TASK GOAL >>
Verbatim output of the lines below is required, with the images omitted.

+++ COLLECTED DATA +++

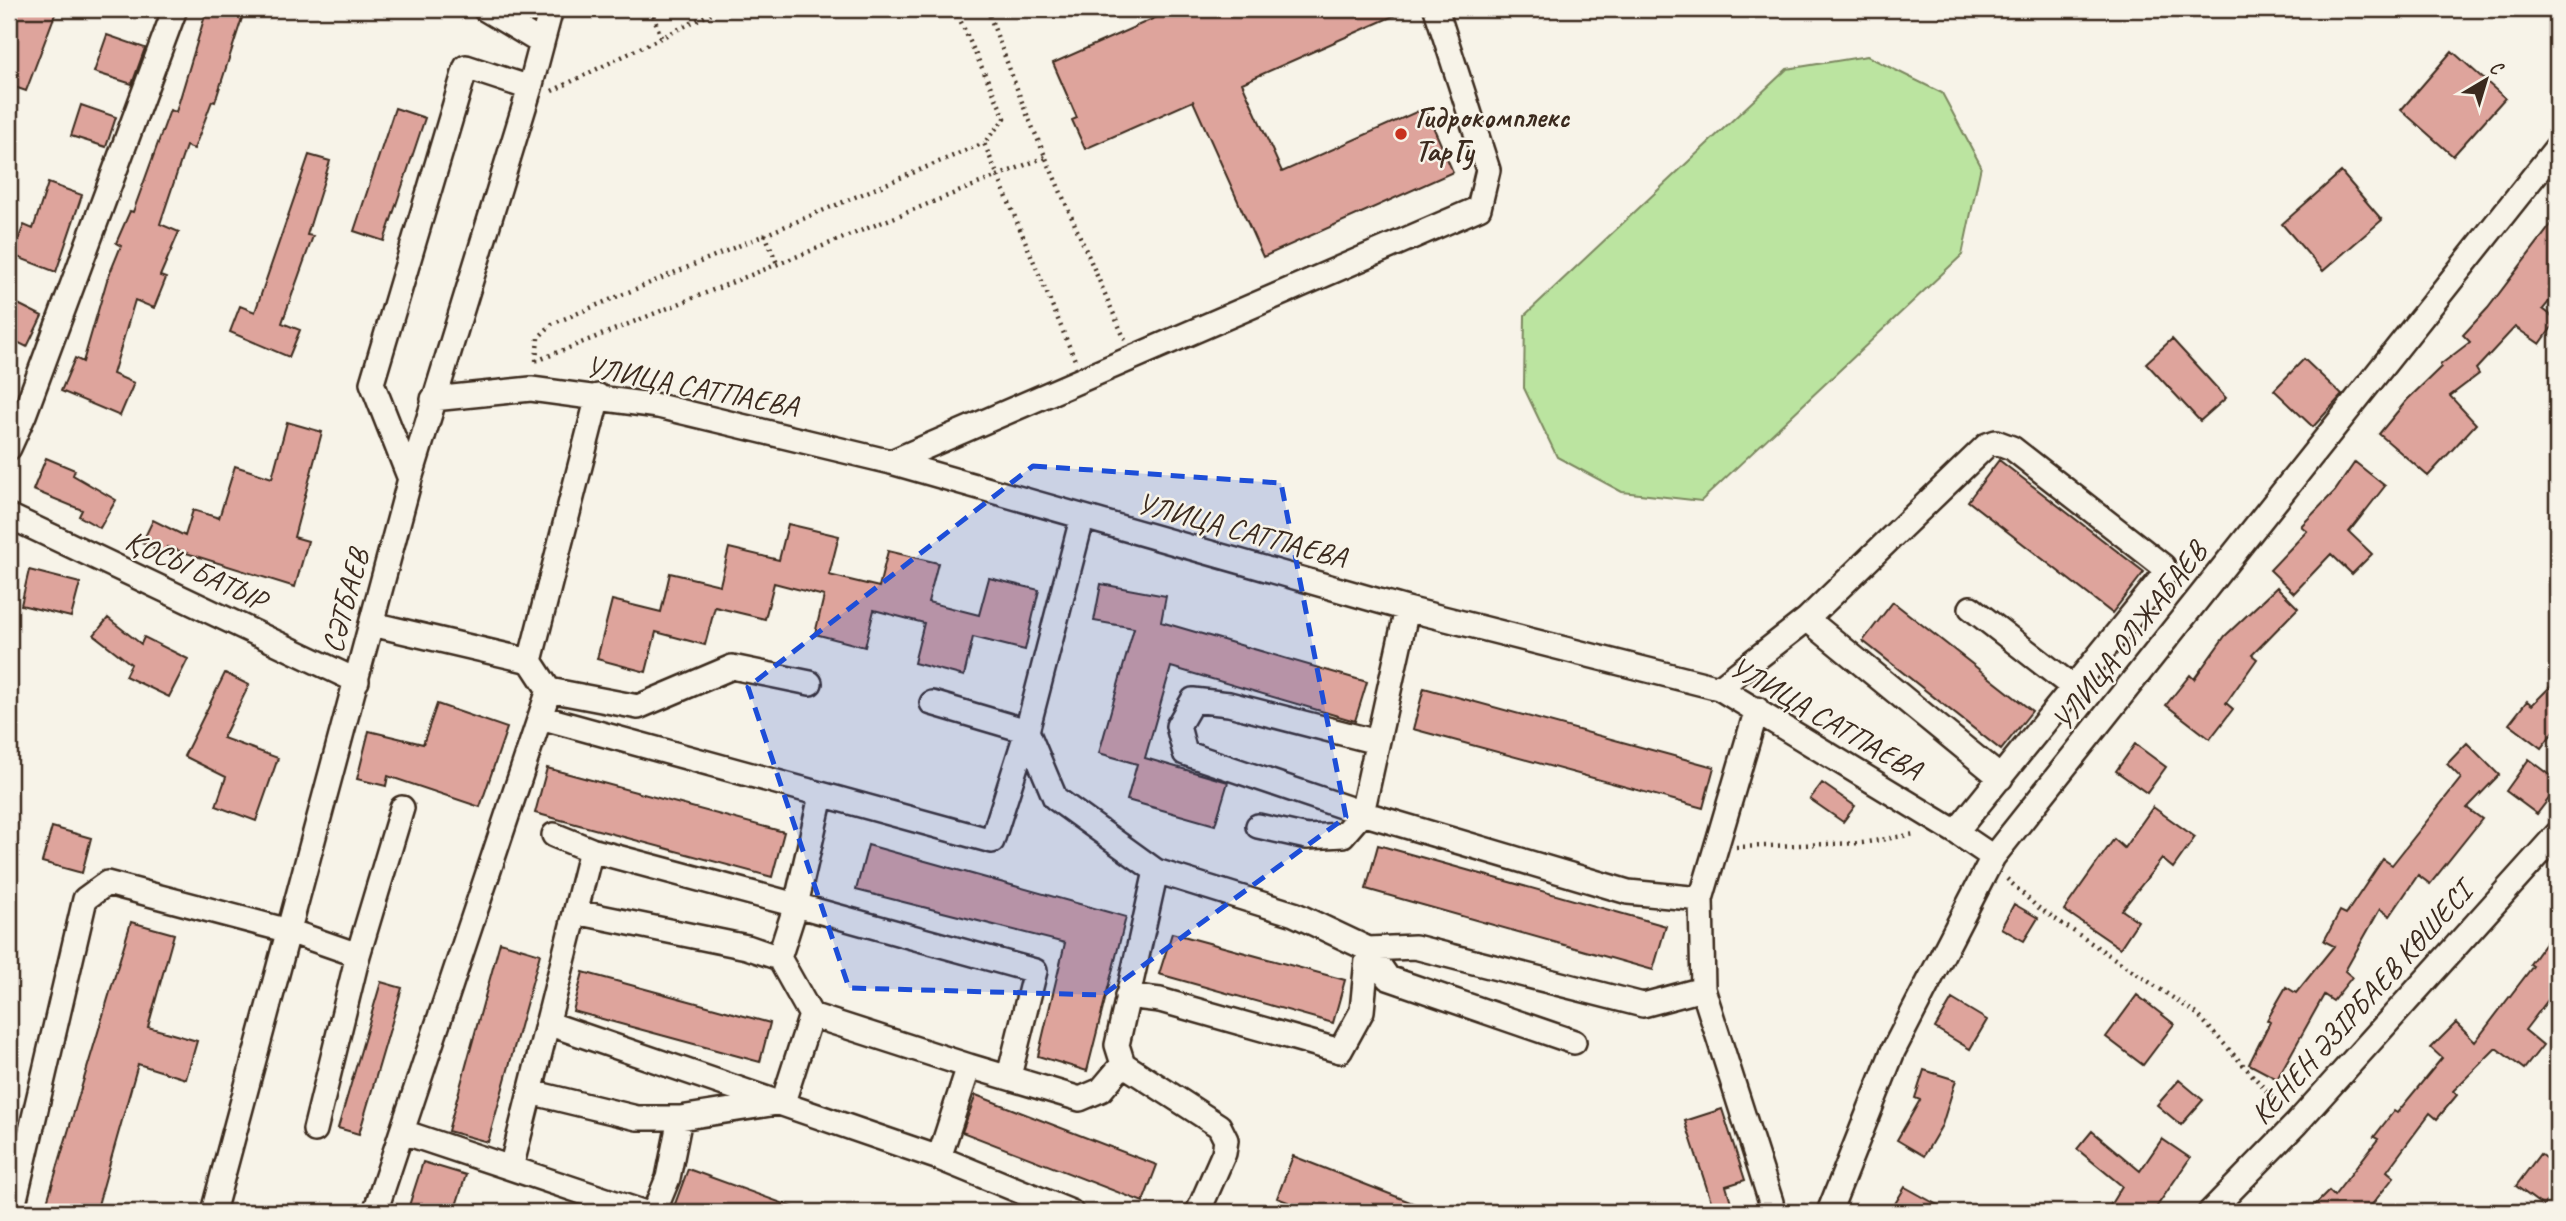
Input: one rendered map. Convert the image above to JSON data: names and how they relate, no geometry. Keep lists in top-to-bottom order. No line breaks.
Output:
{"streets":{"street":["УЛИЦА САТПАЕВА","ҚОСЫ БАТЫР","СӘТБАЕВ","УЛИЦА ОЛЖАБАЕВ","КЕНЕН ӘЗІРБАЕВ КӨШЕСІ"]},"crossings":[["УЛИЦА САТПАЕВА","СӘТБАЕВ"],["УЛИЦА САТПАЕВА","УЛИЦА ОЛЖАБАЕВ"],["ҚОСЫ БАТЫР","СӘТБАЕВ"]],"places":["Гидрокомплекс ТарГу"],"north":"top right"}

+++

ANSWER SPACE >>
Input: one rendered map. Convert the image above to JSON data: names and how they relate, no geometry. Keep lists in top-to-bottom order. No line breaks.
Output:
{"streets":{"street":["УЛИЦА САТПАЕВА","ҚОСЫ БАТЫР","СӘТБАЕВ","УЛИЦА ОЛЖАБАЕВ","КЕНЕН ӘЗІРБАЕВ КӨШЕСІ"]},"crossings":[["УЛИЦА САТПАЕВА","СӘТБАЕВ"],["УЛИЦА САТПАЕВА","УЛИЦА ОЛЖАБАЕВ"],["ҚОСЫ БАТЫР","СӘТБАЕВ"]],"places":["Гидрокомплекс ТарГу"],"north":"top right"}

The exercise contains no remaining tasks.